Stored data
____________

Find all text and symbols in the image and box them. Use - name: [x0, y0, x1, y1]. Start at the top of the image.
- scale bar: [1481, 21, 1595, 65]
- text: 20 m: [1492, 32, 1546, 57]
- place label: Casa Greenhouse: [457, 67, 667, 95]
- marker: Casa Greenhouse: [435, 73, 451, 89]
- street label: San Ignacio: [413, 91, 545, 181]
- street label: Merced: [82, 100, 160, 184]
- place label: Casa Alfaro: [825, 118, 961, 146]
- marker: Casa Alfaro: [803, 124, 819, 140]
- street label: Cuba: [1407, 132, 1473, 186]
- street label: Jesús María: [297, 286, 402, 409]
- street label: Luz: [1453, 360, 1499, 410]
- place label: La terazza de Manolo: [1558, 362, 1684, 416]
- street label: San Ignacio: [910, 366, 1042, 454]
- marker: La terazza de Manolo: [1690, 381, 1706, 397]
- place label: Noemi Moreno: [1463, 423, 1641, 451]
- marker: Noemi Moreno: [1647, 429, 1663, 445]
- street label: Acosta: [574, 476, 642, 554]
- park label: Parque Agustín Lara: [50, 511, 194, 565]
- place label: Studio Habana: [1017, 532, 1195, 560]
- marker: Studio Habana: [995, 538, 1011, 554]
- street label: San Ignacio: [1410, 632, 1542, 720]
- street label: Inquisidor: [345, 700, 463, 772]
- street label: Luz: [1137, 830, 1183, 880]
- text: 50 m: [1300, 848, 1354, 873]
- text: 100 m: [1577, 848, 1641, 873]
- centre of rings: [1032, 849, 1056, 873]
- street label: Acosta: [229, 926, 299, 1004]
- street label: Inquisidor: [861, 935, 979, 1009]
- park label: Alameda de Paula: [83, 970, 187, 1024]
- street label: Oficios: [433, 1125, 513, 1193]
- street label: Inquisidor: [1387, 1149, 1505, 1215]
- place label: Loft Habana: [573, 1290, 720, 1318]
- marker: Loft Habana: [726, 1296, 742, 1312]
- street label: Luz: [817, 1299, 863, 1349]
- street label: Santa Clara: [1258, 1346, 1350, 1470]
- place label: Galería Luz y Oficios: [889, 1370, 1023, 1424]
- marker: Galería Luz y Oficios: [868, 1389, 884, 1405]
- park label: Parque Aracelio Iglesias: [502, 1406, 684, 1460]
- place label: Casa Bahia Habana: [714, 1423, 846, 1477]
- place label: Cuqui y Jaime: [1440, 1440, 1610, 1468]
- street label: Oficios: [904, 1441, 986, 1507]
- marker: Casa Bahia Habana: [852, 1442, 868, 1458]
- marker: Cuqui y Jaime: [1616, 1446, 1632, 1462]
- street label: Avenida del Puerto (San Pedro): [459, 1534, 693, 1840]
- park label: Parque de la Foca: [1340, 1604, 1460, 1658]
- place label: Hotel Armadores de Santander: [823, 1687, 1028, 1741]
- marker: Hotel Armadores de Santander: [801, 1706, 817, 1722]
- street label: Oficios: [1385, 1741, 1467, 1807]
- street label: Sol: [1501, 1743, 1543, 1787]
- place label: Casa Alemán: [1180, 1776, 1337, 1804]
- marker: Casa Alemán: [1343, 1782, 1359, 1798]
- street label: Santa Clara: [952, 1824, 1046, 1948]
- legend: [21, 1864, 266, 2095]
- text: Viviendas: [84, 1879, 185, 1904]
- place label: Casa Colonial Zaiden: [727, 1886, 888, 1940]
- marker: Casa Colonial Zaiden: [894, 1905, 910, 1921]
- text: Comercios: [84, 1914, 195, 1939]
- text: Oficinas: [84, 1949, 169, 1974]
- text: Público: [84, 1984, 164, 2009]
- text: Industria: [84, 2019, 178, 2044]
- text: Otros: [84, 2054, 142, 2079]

____________

Exercise instructions: From the first line through the last, repeat the entries exactly.

Answer to the problem:
Find all text and symbols in the image and box them. Use - name: [x0, y0, x1, y1]. Start at the top of the image.
- scale bar: [1481, 21, 1595, 65]
- text: 20 m: [1492, 32, 1546, 57]
- place label: Casa Greenhouse: [457, 67, 667, 95]
- marker: Casa Greenhouse: [435, 73, 451, 89]
- street label: San Ignacio: [413, 91, 545, 181]
- street label: Merced: [82, 100, 160, 184]
- place label: Casa Alfaro: [825, 118, 961, 146]
- marker: Casa Alfaro: [803, 124, 819, 140]
- street label: Cuba: [1407, 132, 1473, 186]
- street label: Jesús María: [297, 286, 402, 409]
- street label: Luz: [1453, 360, 1499, 410]
- place label: La terazza de Manolo: [1558, 362, 1684, 416]
- street label: San Ignacio: [910, 366, 1042, 454]
- marker: La terazza de Manolo: [1690, 381, 1706, 397]
- place label: Noemi Moreno: [1463, 423, 1641, 451]
- marker: Noemi Moreno: [1647, 429, 1663, 445]
- street label: Acosta: [574, 476, 642, 554]
- park label: Parque Agustín Lara: [50, 511, 194, 565]
- place label: Studio Habana: [1017, 532, 1195, 560]
- marker: Studio Habana: [995, 538, 1011, 554]
- street label: San Ignacio: [1410, 632, 1542, 720]
- street label: Inquisidor: [345, 700, 463, 772]
- street label: Luz: [1137, 830, 1183, 880]
- text: 50 m: [1300, 848, 1354, 873]
- text: 100 m: [1577, 848, 1641, 873]
- centre of rings: [1032, 849, 1056, 873]
- street label: Acosta: [229, 926, 299, 1004]
- street label: Inquisidor: [861, 935, 979, 1009]
- park label: Alameda de Paula: [83, 970, 187, 1024]
- street label: Oficios: [433, 1125, 513, 1193]
- street label: Inquisidor: [1387, 1149, 1505, 1215]
- place label: Loft Habana: [573, 1290, 720, 1318]
- marker: Loft Habana: [726, 1296, 742, 1312]
- street label: Luz: [817, 1299, 863, 1349]
- street label: Santa Clara: [1258, 1346, 1350, 1470]
- place label: Galería Luz y Oficios: [889, 1370, 1023, 1424]
- marker: Galería Luz y Oficios: [868, 1389, 884, 1405]
- park label: Parque Aracelio Iglesias: [502, 1406, 684, 1460]
- place label: Casa Bahia Habana: [714, 1423, 846, 1477]
- place label: Cuqui y Jaime: [1440, 1440, 1610, 1468]
- street label: Oficios: [904, 1441, 986, 1507]
- marker: Casa Bahia Habana: [852, 1442, 868, 1458]
- marker: Cuqui y Jaime: [1616, 1446, 1632, 1462]
- street label: Avenida del Puerto (San Pedro): [459, 1534, 693, 1840]
- park label: Parque de la Foca: [1340, 1604, 1460, 1658]
- place label: Hotel Armadores de Santander: [823, 1687, 1028, 1741]
- marker: Hotel Armadores de Santander: [801, 1706, 817, 1722]
- street label: Oficios: [1385, 1741, 1467, 1807]
- street label: Sol: [1501, 1743, 1543, 1787]
- place label: Casa Alemán: [1180, 1776, 1337, 1804]
- marker: Casa Alemán: [1343, 1782, 1359, 1798]
- street label: Santa Clara: [952, 1824, 1046, 1948]
- legend: [21, 1864, 266, 2095]
- text: Viviendas: [84, 1879, 185, 1904]
- place label: Casa Colonial Zaiden: [727, 1886, 888, 1940]
- marker: Casa Colonial Zaiden: [894, 1905, 910, 1921]
- text: Comercios: [84, 1914, 195, 1939]
- text: Oficinas: [84, 1949, 169, 1974]
- text: Público: [84, 1984, 164, 2009]
- text: Industria: [84, 2019, 178, 2044]
- text: Otros: [84, 2054, 142, 2079]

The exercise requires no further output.